GOAL OF THE EXERCISE => Find the string "grid" in the data, and copy out each line that has it.

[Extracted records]
__________
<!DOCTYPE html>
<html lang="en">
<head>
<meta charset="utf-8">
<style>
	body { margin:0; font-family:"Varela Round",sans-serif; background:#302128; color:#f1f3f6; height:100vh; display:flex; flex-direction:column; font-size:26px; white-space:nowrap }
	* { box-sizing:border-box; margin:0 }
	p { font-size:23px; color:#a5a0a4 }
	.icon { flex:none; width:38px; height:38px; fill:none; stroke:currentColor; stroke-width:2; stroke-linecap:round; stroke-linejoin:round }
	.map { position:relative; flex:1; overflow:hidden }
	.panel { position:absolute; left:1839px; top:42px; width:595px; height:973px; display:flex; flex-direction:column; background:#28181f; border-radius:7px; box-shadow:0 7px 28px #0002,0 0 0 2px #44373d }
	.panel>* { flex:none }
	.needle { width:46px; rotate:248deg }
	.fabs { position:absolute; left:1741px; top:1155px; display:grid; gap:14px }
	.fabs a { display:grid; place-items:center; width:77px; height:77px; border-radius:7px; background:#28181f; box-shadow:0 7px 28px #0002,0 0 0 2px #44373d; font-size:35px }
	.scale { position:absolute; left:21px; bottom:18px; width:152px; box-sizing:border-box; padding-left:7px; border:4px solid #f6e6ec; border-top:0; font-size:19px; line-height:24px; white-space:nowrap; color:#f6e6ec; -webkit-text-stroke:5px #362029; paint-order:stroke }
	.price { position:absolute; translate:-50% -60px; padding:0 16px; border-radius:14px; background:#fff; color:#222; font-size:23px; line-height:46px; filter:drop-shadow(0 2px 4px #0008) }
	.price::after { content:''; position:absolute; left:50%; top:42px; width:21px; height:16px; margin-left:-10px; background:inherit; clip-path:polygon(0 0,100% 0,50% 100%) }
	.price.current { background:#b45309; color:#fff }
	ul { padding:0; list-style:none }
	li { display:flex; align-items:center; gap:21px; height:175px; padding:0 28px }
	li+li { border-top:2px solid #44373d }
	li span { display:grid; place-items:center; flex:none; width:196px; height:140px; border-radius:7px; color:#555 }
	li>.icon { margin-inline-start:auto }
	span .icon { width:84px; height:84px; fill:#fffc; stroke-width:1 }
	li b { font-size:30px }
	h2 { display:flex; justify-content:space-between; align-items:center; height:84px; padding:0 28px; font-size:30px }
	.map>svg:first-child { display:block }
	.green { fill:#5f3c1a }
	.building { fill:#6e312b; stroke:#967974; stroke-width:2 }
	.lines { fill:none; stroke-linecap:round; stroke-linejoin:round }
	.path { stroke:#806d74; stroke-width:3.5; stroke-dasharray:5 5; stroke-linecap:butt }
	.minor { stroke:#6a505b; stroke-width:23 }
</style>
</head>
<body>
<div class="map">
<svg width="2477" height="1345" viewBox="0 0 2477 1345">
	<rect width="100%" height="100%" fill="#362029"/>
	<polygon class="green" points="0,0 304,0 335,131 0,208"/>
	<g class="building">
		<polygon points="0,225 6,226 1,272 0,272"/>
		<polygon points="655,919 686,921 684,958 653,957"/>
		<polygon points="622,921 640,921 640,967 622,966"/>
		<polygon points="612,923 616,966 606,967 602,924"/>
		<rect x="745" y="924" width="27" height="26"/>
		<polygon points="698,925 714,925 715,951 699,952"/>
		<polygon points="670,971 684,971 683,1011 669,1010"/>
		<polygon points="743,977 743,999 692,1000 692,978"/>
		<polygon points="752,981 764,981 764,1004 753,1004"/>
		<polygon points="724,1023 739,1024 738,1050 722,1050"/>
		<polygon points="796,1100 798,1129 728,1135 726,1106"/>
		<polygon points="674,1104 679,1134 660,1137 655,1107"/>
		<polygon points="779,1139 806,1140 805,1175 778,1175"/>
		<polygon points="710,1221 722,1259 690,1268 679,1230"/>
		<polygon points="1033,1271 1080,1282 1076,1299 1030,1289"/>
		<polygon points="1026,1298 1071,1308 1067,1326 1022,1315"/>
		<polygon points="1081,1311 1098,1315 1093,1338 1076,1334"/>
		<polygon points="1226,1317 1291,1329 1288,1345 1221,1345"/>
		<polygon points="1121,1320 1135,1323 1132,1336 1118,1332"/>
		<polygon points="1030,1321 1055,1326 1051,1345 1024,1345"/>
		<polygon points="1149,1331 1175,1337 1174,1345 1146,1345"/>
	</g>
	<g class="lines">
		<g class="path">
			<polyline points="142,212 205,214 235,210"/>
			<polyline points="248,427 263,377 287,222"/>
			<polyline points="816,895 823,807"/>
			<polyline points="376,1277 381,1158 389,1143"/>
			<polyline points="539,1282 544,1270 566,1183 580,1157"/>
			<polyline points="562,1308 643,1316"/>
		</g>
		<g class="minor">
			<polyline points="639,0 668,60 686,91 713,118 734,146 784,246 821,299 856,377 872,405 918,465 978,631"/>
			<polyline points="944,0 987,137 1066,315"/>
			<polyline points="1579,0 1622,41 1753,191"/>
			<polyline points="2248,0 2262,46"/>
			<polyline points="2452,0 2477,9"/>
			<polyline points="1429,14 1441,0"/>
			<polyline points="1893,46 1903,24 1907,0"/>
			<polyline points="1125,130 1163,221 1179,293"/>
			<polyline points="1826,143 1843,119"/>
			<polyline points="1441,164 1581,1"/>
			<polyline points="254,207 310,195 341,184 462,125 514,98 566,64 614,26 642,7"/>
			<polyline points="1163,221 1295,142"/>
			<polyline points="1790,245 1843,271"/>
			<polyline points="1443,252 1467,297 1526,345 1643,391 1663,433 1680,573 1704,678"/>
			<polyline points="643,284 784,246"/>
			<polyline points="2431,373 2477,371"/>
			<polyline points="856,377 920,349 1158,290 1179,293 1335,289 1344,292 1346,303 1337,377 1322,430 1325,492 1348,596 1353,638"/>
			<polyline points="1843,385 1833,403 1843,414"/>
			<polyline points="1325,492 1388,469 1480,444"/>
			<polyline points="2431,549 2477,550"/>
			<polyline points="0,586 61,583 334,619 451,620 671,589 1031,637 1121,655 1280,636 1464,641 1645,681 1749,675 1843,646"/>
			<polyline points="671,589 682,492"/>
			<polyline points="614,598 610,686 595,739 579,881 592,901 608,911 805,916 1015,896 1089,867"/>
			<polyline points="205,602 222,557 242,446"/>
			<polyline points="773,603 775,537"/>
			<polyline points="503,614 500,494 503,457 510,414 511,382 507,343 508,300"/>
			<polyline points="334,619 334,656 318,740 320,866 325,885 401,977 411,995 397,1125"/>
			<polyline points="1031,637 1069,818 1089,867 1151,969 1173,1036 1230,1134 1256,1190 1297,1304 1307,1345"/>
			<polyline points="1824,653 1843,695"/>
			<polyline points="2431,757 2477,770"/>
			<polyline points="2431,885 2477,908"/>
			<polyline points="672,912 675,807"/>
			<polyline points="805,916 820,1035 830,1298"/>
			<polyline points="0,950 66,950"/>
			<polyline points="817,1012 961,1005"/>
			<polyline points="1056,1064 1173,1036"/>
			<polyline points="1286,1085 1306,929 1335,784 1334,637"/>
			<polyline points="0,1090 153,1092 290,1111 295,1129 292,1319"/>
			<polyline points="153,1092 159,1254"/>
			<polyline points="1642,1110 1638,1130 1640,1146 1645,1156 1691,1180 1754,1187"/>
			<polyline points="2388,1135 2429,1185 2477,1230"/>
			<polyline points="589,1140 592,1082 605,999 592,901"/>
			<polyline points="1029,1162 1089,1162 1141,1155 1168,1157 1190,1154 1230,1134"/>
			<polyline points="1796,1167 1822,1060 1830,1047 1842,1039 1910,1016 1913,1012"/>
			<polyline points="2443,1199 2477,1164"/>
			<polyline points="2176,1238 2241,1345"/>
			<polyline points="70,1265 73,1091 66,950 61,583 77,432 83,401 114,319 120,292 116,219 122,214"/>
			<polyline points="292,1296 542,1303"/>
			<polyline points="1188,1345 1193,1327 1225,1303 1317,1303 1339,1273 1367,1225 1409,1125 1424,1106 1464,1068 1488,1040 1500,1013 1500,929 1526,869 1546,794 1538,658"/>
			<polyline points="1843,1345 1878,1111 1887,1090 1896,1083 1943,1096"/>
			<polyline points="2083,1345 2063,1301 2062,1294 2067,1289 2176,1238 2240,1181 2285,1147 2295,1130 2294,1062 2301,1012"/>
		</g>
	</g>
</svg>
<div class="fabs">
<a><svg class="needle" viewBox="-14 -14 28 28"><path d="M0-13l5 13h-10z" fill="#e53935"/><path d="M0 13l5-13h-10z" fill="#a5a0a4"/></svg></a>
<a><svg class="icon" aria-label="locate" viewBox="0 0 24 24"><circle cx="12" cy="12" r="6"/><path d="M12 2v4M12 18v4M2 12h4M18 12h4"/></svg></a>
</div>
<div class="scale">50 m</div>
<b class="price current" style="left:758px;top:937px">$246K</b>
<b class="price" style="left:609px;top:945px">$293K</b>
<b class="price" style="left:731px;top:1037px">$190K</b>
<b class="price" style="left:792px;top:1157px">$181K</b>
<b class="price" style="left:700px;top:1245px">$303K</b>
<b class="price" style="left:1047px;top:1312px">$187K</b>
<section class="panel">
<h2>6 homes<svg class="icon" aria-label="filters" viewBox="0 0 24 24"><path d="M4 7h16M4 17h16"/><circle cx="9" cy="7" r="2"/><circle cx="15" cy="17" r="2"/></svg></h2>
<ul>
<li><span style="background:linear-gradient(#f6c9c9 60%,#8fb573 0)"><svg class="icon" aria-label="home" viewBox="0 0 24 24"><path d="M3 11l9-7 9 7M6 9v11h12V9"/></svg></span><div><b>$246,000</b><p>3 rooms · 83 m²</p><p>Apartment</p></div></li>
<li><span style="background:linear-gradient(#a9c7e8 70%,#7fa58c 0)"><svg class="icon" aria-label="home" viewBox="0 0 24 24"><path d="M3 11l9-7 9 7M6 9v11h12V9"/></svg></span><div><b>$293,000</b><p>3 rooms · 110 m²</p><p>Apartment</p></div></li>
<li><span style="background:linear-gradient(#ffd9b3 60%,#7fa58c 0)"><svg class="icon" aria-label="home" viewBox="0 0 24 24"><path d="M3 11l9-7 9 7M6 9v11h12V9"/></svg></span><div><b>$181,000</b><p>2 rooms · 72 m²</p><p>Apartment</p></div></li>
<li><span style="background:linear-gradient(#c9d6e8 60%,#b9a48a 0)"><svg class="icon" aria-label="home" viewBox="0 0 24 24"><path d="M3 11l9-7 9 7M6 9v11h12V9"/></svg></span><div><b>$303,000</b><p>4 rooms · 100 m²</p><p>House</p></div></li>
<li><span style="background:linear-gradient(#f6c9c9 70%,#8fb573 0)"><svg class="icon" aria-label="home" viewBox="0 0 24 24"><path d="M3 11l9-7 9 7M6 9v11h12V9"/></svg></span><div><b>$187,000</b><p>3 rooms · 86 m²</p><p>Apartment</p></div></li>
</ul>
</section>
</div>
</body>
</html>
__________
ANSWER BELOW =>
	.fabs { position:absolute; left:1741px; top:1155px; display:grid; gap:14px }
	.fabs a { display:grid; place-items:center; width:77px; height:77px; border-radius:7px; background:#28181f; box-shadow:0 7px 28px #0002,0 0 0 2px #44373d; font-size:35px }
	li span { display:grid; place-items:center; flex:none; width:196px; height:140px; border-radius:7px; color:#555 }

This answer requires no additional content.